### TASK PROMPT
When you copy the records that follow, please keep every word exactly as it is and leave out the pictures.

### SUPPLIED MATERIAL
########

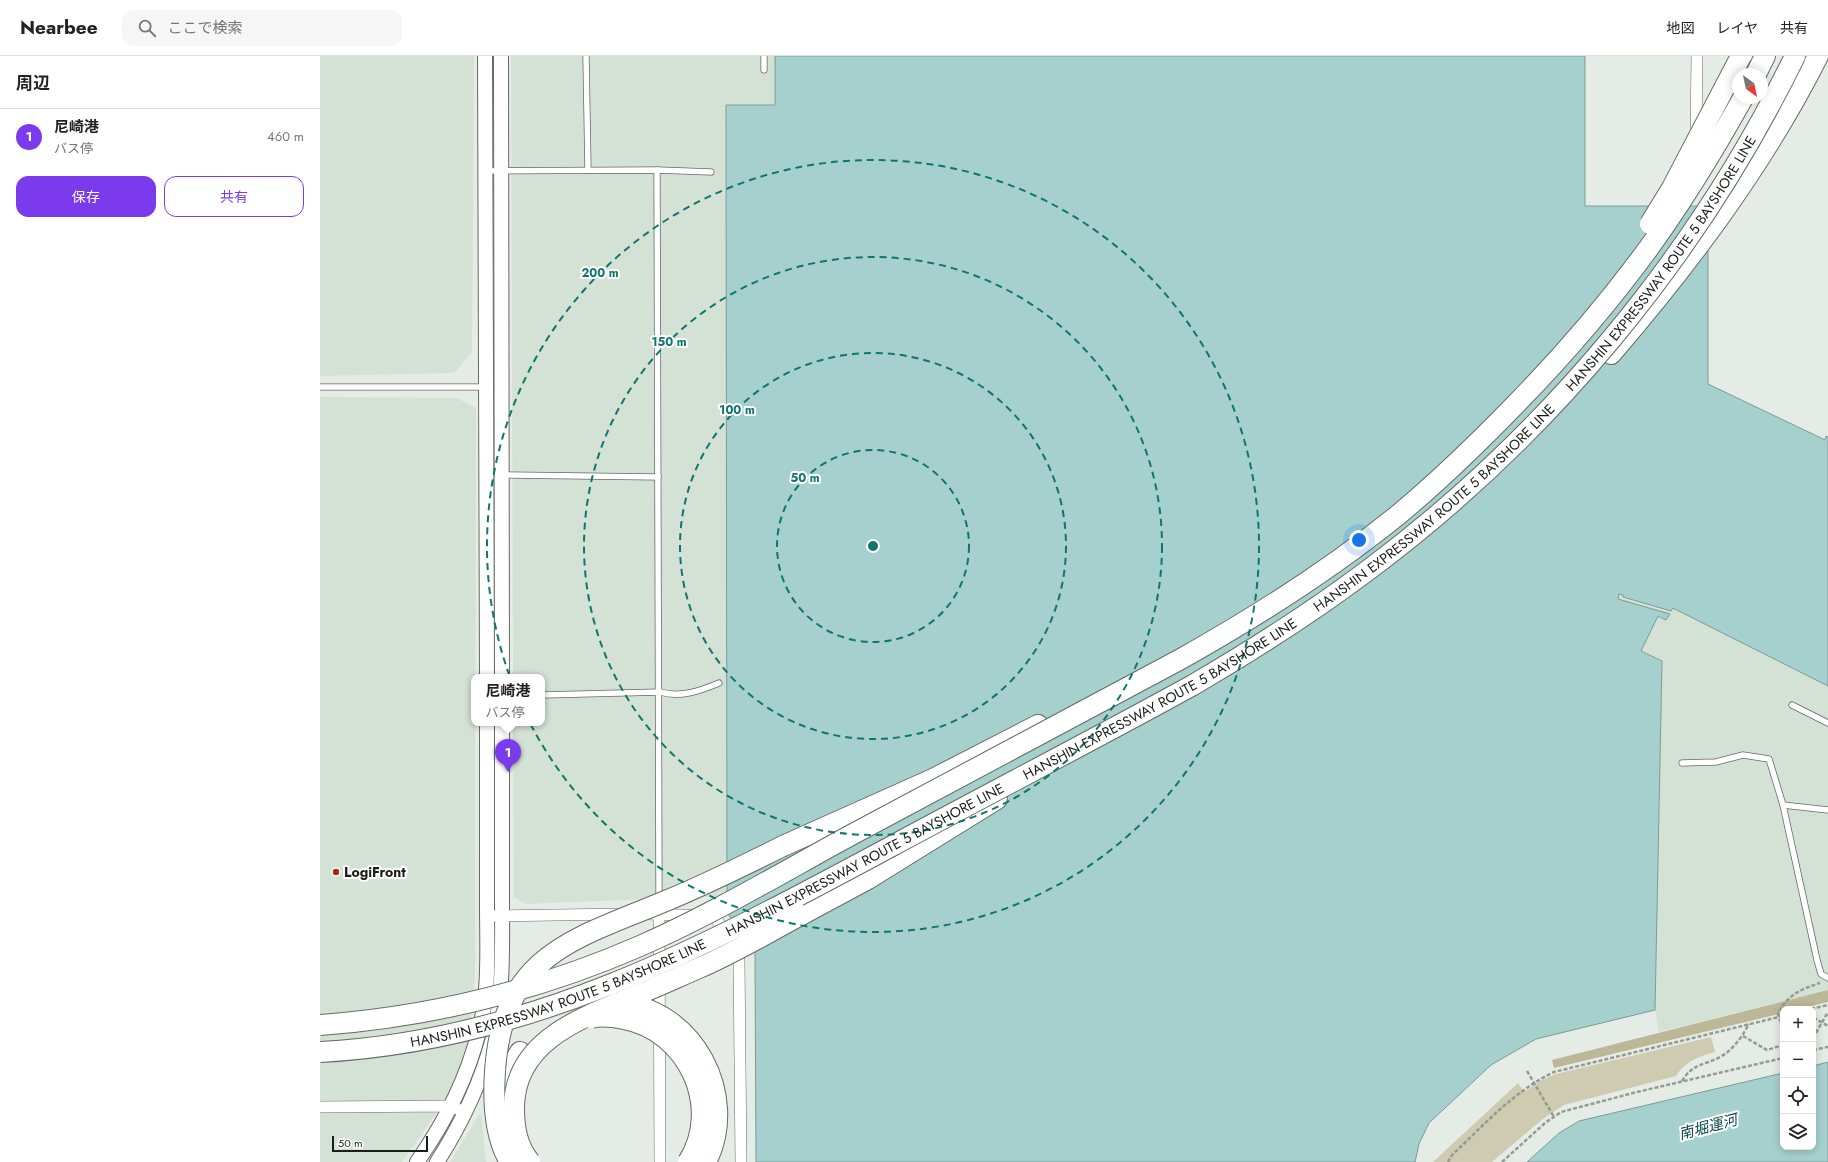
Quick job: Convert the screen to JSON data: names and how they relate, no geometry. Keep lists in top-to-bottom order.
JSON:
{
  "streets": {
    "highway": ["HANSHIN EXPRESSWAY ROUTE 5 BAYSHORE LINE"]
  },
  "water": ["南堀運河"],
  "places": ["LogiFront"],
  "scale_bar": "50 m",
  "north": "bottom right",
  "page": {
    "header": "Nearbee",
    "search": "ここで検索",
    "nav": ["地図", "レイヤ", "共有"],
    "heading": "周辺",
    "list": [
      {
        "mark": "1",
        "name": "尼崎港",
        "note": "バス停",
        "value": "460 m"
      }
    ],
    "buttons": ["保存", "共有"],
    "popup": ["尼崎港", "バス停"],
    "pins": "1",
    "map_buttons": ["+", "−"],
    "scale": "50 m"
  },
  "rings": [
    "200 m",
    "150 m",
    "100 m",
    "50 m"
  ]
}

########

### RESULT OF THIS TASK
Quick job: Convert the screen to JSON data: names and how they relate, no geometry. Keep lists in top-to-bottom order.
JSON:
{
  "streets": {
    "highway": ["HANSHIN EXPRESSWAY ROUTE 5 BAYSHORE LINE"]
  },
  "water": ["南堀運河"],
  "places": ["LogiFront"],
  "scale_bar": "50 m",
  "north": "bottom right",
  "page": {
    "header": "Nearbee",
    "search": "ここで検索",
    "nav": ["地図", "レイヤ", "共有"],
    "heading": "周辺",
    "list": [
      {
        "mark": "1",
        "name": "尼崎港",
        "note": "バス停",
        "value": "460 m"
      }
    ],
    "buttons": ["保存", "共有"],
    "popup": ["尼崎港", "バス停"],
    "pins": "1",
    "map_buttons": ["+", "−"],
    "scale": "50 m"
  },
  "rings": [
    "200 m",
    "150 m",
    "100 m",
    "50 m"
  ]
}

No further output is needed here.